Work task: Return all lines from the listing below that include the word "casing".

Data excerpts:

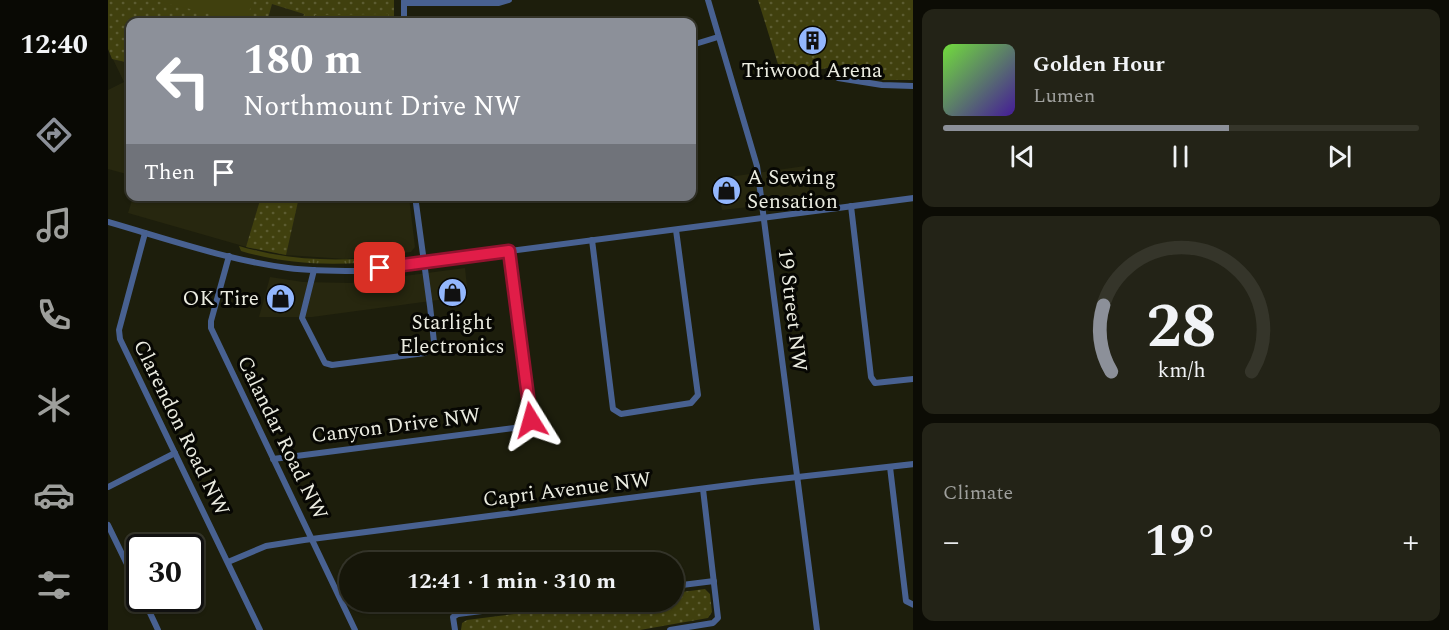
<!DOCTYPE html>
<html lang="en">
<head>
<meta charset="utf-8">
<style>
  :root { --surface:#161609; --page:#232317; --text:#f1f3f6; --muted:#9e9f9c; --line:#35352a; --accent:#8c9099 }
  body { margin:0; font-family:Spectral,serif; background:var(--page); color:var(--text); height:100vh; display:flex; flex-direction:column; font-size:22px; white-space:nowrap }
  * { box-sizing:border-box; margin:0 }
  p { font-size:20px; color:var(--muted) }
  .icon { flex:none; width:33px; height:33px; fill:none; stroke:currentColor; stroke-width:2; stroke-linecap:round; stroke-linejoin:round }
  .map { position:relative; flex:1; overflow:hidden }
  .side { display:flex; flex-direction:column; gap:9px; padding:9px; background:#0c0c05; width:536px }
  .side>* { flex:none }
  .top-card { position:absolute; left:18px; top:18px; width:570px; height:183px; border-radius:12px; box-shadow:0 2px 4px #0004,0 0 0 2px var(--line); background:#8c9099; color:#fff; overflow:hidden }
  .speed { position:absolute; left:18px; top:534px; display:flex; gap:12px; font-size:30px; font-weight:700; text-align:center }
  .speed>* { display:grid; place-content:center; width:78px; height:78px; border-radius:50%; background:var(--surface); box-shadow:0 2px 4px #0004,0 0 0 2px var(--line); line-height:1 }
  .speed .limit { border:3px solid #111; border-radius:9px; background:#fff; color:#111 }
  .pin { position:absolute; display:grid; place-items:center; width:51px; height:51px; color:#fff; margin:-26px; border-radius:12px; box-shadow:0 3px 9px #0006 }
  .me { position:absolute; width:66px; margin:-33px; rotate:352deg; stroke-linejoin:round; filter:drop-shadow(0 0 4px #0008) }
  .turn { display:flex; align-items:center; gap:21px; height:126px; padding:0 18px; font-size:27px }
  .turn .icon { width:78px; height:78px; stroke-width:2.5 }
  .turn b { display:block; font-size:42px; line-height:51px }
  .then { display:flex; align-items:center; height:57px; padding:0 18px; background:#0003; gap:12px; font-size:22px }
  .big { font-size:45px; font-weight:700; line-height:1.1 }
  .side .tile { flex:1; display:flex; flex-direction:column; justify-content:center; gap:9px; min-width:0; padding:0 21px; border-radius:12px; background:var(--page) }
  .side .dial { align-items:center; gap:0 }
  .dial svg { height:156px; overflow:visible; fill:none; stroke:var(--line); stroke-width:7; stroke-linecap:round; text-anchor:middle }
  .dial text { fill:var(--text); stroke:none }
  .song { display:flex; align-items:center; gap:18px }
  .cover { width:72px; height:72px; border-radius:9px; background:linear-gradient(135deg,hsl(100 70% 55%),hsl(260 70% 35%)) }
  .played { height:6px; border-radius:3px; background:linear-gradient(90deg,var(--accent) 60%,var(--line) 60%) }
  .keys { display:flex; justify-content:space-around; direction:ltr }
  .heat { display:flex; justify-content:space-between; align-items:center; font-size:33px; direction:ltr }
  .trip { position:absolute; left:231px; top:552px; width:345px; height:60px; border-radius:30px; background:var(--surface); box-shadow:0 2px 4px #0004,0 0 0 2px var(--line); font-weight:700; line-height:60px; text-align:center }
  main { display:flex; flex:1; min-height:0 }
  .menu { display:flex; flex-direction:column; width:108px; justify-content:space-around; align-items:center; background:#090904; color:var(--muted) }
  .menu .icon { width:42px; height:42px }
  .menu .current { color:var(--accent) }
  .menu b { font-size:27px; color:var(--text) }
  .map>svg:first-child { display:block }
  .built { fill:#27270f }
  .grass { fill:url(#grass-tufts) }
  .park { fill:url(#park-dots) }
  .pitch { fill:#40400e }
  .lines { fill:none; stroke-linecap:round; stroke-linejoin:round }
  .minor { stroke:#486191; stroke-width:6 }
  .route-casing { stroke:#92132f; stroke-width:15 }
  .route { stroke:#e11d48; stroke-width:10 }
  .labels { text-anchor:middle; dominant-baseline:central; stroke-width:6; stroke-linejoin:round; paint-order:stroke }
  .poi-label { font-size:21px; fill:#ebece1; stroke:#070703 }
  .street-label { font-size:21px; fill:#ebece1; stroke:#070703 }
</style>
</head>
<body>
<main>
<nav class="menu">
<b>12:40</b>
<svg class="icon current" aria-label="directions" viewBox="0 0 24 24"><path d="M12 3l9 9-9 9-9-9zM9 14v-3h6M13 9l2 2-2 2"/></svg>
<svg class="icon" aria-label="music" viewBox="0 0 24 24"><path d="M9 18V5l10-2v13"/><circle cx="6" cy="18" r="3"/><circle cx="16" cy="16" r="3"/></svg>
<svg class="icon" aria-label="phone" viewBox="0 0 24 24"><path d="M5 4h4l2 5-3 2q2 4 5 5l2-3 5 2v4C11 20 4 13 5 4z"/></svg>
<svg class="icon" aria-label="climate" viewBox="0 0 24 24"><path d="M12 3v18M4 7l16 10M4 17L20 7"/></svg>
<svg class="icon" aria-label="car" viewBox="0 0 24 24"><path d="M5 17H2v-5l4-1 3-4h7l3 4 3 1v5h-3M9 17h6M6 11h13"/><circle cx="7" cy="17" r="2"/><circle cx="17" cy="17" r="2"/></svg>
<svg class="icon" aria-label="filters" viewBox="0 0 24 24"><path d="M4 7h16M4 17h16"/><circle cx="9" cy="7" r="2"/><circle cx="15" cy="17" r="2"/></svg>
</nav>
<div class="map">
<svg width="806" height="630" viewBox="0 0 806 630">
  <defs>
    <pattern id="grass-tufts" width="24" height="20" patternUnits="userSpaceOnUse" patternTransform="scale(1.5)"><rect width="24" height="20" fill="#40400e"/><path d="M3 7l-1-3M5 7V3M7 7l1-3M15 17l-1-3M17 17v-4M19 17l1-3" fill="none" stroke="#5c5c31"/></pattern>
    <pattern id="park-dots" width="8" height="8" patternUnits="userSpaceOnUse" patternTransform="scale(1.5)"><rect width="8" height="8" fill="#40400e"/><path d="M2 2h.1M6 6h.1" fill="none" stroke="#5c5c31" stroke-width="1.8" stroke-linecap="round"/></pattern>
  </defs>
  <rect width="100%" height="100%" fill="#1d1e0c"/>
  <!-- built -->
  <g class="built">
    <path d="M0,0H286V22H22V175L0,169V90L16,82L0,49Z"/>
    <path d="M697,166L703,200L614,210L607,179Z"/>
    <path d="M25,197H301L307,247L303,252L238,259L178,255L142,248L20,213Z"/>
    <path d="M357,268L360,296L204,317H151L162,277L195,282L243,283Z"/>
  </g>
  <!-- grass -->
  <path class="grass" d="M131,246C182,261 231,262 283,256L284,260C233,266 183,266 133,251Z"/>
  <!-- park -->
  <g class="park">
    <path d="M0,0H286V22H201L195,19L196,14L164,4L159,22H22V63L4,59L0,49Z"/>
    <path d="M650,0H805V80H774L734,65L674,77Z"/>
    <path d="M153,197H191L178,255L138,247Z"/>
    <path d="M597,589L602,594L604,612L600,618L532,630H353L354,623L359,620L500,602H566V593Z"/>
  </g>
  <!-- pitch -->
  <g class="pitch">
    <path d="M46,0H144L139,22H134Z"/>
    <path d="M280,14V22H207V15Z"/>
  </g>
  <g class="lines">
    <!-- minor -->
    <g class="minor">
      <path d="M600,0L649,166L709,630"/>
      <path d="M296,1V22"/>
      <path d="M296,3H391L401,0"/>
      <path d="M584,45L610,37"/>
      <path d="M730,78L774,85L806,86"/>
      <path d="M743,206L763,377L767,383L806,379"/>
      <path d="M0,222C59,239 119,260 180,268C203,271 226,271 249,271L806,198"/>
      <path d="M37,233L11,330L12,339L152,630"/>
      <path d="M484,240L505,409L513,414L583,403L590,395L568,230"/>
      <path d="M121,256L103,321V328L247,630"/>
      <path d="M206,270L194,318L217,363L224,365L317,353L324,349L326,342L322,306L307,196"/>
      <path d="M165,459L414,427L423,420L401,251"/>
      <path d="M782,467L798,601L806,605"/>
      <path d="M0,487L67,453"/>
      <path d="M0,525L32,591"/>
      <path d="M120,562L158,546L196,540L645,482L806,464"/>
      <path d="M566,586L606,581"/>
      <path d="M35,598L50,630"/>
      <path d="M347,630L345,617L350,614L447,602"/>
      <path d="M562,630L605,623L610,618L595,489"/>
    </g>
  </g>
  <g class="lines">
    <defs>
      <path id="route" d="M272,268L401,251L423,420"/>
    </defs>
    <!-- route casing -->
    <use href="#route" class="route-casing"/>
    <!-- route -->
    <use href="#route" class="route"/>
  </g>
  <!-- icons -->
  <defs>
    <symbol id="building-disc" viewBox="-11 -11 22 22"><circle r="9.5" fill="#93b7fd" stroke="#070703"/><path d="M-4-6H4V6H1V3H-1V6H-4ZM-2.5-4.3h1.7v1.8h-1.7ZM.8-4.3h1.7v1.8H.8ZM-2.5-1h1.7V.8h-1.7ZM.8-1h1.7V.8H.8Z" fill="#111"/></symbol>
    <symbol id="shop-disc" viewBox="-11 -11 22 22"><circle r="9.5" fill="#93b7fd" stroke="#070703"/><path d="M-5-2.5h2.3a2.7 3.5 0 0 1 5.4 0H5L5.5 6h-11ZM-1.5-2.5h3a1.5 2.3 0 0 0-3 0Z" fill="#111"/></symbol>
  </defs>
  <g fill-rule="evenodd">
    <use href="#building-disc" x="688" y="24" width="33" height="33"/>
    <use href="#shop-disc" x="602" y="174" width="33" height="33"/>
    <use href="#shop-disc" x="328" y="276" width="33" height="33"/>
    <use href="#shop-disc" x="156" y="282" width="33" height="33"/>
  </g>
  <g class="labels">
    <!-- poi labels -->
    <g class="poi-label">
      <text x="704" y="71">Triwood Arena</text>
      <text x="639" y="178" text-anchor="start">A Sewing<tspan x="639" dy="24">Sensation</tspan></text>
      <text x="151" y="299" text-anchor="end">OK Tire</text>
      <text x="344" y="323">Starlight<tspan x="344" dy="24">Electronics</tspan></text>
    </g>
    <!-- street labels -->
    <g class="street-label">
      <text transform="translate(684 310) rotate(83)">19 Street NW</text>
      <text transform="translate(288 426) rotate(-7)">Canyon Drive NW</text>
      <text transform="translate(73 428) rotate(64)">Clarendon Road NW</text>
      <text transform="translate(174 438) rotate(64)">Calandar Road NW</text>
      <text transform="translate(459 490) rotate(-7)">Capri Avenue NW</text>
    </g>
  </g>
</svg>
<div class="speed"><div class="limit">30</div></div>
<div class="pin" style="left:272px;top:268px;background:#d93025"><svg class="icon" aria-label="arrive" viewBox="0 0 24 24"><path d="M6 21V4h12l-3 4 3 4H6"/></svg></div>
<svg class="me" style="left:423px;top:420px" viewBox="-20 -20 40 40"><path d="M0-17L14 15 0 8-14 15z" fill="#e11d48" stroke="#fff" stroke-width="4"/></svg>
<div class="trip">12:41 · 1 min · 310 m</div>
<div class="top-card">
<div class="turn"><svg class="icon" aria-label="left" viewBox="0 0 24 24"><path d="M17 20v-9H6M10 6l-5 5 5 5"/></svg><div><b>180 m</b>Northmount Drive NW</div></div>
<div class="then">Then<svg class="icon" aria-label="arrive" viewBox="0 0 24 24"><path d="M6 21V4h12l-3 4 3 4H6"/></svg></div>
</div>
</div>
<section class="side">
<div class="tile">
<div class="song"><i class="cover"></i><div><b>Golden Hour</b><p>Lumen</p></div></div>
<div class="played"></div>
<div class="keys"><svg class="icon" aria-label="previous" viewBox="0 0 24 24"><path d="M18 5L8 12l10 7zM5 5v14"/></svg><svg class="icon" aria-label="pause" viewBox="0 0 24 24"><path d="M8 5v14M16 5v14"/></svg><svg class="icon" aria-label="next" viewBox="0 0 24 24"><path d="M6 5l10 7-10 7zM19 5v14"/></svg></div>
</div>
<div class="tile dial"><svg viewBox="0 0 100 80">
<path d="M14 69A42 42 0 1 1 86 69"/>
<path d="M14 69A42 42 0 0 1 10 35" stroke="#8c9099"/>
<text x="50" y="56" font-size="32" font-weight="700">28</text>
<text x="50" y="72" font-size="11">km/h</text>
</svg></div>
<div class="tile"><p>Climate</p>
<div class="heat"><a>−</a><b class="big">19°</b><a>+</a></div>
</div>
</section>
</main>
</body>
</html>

Reply to the task:
  .route-casing { stroke:#92132f; stroke-width:15 }
    <!-- route casing -->
    <use href="#route" class="route-casing"/>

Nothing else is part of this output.